Section 3. Dividend Equivalent Rights.

Should a regular cash dividend be declared on Alpha’s Common Stock at a time when unsettled Units remain subject to this Agreement, then the number of unsettled Units at that time subject to this Agreement will automatically be increased by an amount determined in accordance with the following formula, rounded down to the nearest whole share:

X = (A x B)/C, where

X    =    the additional number of Units which will become subject
        to this Award by reason of the cash dividend;

A    =    the number of unsettled Units subject to this Award as of
the record date for such dividend;

B    =    the per share amount of the cash dividend; and




C    =    the closing selling price per share of the Company’s
Common Stock on the New York Stock Exchange on the payment date of such dividend.

The additional Units resulting from such calculation will be subject to the same terms and conditions (including, without limitation, any applicable vesting requirements and forfeiture provisions) as the unsettled Units to which they relate under the Award.

Section 4. Rights as an Award Recipient.  Award Recipient will not have any stockholder rights, including voting rights and actual dividend rights by virtue of the Units and/or this Agreement.

Section 5. Clawback/Recoupment.

(a)    The Committee may, to the extent permitted by governing law, require reimbursement of any payment received upon the vesting of this Award if the Award Recipient is an employee of pay grade 22 or higher as of the Issue Date and the Committee has determined, in its sole discretion, that the Award Recipient engaged in ethical misconduct in violation of the Company's Code of Business Ethics, which the Committee reasonably determines caused material business or reputational harm to the Company.

(b)    If the Committee reasonably determines that any payment received upon the vesting of this Award should be reimbursed under subsection (a), then the Award Recipient shall be required to promptly reimburse the Company in an amount the Committee reasonably determines to be appropriate, which could equal the full value of the payment the Award Recipient received hereunder for three years after its issuance.

(c)    In the event the Award Recipient is obligated to reimburse the Company for amounts under subsection (b), the Company may, at its sole election:

(i) require the Award Recipient to pay the amount in a lump sum within 30 days of such determination;

(ii) deduct the amount from any other compensation owed to the Award Recipient (as a condition to acceptance of this Award, the Award Recipient agrees to permit the deduction provided for by this subparagraph); or

(iii) a combination of subsections (c)(i) and (c)(ii).

(d)    By participating in the Plan, the Award Recipient agrees that timely payment to the Company as set forth in this Section 5 is reasonable and necessary, and that timely payment to the Company as set forth in this Section 5 is not a penalty, and it does not preclude the Company from seeking all other remedies that may be available to the Company.

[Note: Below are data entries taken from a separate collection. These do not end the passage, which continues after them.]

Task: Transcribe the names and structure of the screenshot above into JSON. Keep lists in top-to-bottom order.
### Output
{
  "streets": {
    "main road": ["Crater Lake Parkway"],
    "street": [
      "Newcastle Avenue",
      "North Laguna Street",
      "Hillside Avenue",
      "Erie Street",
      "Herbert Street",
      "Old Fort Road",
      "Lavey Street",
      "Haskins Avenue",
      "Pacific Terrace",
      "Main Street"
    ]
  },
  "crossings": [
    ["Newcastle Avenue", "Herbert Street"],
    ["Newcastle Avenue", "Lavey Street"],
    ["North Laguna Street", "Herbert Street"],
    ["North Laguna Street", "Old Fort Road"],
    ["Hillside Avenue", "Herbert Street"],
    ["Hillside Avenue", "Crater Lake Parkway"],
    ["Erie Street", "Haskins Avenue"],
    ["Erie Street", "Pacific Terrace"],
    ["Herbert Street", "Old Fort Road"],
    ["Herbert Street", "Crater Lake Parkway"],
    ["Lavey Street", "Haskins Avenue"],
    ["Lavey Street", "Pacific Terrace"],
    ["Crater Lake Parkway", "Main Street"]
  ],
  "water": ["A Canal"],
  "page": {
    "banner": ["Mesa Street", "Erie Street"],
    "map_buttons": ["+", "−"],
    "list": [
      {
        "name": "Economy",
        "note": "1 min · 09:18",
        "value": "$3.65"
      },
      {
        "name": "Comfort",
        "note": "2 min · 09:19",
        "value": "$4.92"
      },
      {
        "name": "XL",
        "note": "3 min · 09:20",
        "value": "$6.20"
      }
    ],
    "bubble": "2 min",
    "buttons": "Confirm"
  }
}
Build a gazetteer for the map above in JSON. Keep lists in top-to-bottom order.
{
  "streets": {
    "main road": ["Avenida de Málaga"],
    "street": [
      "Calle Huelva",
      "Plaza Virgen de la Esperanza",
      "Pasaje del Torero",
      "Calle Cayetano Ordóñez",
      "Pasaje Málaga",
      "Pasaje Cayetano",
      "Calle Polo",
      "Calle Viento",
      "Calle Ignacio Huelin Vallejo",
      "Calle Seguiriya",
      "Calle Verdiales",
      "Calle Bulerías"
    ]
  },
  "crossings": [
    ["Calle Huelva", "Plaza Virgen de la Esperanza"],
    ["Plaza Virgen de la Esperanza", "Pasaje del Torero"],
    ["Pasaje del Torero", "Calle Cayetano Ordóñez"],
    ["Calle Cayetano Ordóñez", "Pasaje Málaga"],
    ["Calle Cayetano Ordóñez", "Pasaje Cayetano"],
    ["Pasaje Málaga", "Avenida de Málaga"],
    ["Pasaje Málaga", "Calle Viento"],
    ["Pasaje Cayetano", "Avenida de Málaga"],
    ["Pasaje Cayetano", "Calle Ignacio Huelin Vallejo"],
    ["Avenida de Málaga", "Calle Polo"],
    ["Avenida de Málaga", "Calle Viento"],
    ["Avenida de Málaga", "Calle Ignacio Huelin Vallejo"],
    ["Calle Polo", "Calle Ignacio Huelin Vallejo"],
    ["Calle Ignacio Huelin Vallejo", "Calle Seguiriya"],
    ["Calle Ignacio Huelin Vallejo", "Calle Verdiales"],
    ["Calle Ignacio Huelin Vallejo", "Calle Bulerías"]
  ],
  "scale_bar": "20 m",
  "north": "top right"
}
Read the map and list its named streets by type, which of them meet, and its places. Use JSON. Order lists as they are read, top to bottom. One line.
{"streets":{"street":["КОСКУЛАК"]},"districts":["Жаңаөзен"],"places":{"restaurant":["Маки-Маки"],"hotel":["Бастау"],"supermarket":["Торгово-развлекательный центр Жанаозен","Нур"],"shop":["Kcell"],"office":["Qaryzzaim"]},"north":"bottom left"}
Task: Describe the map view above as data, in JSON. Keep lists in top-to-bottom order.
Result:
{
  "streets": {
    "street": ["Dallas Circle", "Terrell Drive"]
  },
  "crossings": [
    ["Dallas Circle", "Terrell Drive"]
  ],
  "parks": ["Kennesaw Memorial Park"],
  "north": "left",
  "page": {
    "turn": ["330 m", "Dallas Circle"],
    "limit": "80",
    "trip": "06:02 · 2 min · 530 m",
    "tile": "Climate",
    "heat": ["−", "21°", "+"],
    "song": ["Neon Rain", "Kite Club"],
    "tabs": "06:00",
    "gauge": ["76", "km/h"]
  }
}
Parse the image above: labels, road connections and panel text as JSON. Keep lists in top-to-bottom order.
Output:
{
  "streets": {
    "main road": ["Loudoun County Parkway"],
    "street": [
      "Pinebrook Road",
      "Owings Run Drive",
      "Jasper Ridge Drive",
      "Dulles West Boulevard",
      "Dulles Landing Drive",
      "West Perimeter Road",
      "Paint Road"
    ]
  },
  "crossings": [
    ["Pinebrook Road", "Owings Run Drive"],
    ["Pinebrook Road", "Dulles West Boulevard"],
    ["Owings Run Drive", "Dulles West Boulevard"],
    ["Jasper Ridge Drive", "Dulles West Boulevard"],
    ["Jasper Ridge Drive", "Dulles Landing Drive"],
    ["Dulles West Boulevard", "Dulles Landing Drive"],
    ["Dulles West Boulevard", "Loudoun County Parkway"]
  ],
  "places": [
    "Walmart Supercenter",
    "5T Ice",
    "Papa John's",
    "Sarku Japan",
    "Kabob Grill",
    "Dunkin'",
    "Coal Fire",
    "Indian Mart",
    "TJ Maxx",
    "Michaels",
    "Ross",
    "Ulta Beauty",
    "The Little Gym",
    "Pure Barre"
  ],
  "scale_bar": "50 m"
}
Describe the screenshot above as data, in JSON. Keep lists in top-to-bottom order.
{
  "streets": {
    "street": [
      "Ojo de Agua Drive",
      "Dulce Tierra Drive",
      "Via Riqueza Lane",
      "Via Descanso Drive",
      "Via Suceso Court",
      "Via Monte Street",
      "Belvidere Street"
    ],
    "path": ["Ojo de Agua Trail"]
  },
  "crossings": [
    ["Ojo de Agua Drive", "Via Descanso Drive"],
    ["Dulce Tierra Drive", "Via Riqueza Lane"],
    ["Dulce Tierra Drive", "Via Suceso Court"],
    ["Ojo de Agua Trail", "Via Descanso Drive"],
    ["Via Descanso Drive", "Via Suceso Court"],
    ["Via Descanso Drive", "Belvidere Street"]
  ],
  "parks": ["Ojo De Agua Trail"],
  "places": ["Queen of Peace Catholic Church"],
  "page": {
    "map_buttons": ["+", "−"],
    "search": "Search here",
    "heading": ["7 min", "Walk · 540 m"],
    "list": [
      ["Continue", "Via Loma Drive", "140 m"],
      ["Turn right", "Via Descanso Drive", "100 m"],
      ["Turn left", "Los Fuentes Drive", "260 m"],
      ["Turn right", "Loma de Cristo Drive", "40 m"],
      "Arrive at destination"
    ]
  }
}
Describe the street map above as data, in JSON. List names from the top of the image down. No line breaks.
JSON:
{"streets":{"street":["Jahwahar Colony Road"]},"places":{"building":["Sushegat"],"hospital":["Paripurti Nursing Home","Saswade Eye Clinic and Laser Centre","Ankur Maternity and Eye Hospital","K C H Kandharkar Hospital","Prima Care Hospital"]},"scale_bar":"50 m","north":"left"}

The Award Recipient further acknowledges and agrees that the Award Recipient's Units shall be cancelled and forfeited without payment by the Company if the Committee reasonably determines that the Award Recipient has engaged in the conduct specified under subsection (a).

(e)    Notwithstanding any other provisions in this Agreement, if this Award becomes subject to recovery under any law, government regulation, stock exchange listing requirement, and/or Company policy, this Award shall be subject to such deductions, recoupment and clawback as may be required to be



made pursuant to such law, government regulation, stock exchange listing requirement and/or Company policy.

Section 6.  Taxes and Withholdings.   Award Recipient acknowledges that any income for federal, state or local income tax purposes, including payroll taxes, that the Award Recipient is required to recognize on account of the vesting of the Units and/or payment in settlement of the Units to Award Recipient shall be subject to withholding of tax by the Company. In accordance with administrative procedures established by the Company, the Company shall automatically satisfy (and without providing Award Recipient with an election) Award Recipient’s minimum statutory withholding tax obligations, if any, by withholding from the payment in settlement of the Units to be made to the Award Recipient a sufficient amount equal to the applicable minimum statutory withholding tax obligation. Notwithstanding any provision herein to the contrary, in the event an Award becomes subject to FICA taxes before the full amount of the Award would otherwise be paid, the Company shall (and without providing the Award Recipient with an election) settle a sufficient number of units determined based on the closing market price per share of Common Stock on the date of settlement that does not exceed the applicable minimum statutory withholding tax obligation with respect to such FICA taxes and any federal, state or local income taxes that may apply as a result of such accelerated settlement of Units and the Company shall withhold such amounts to satisfy such FICA and any related income tax liability; provided, however, that any such accelerated settlement of Units shall be made only to the extent permitted under Treasury Regulations section 1.409A-3(j)(4)(vi).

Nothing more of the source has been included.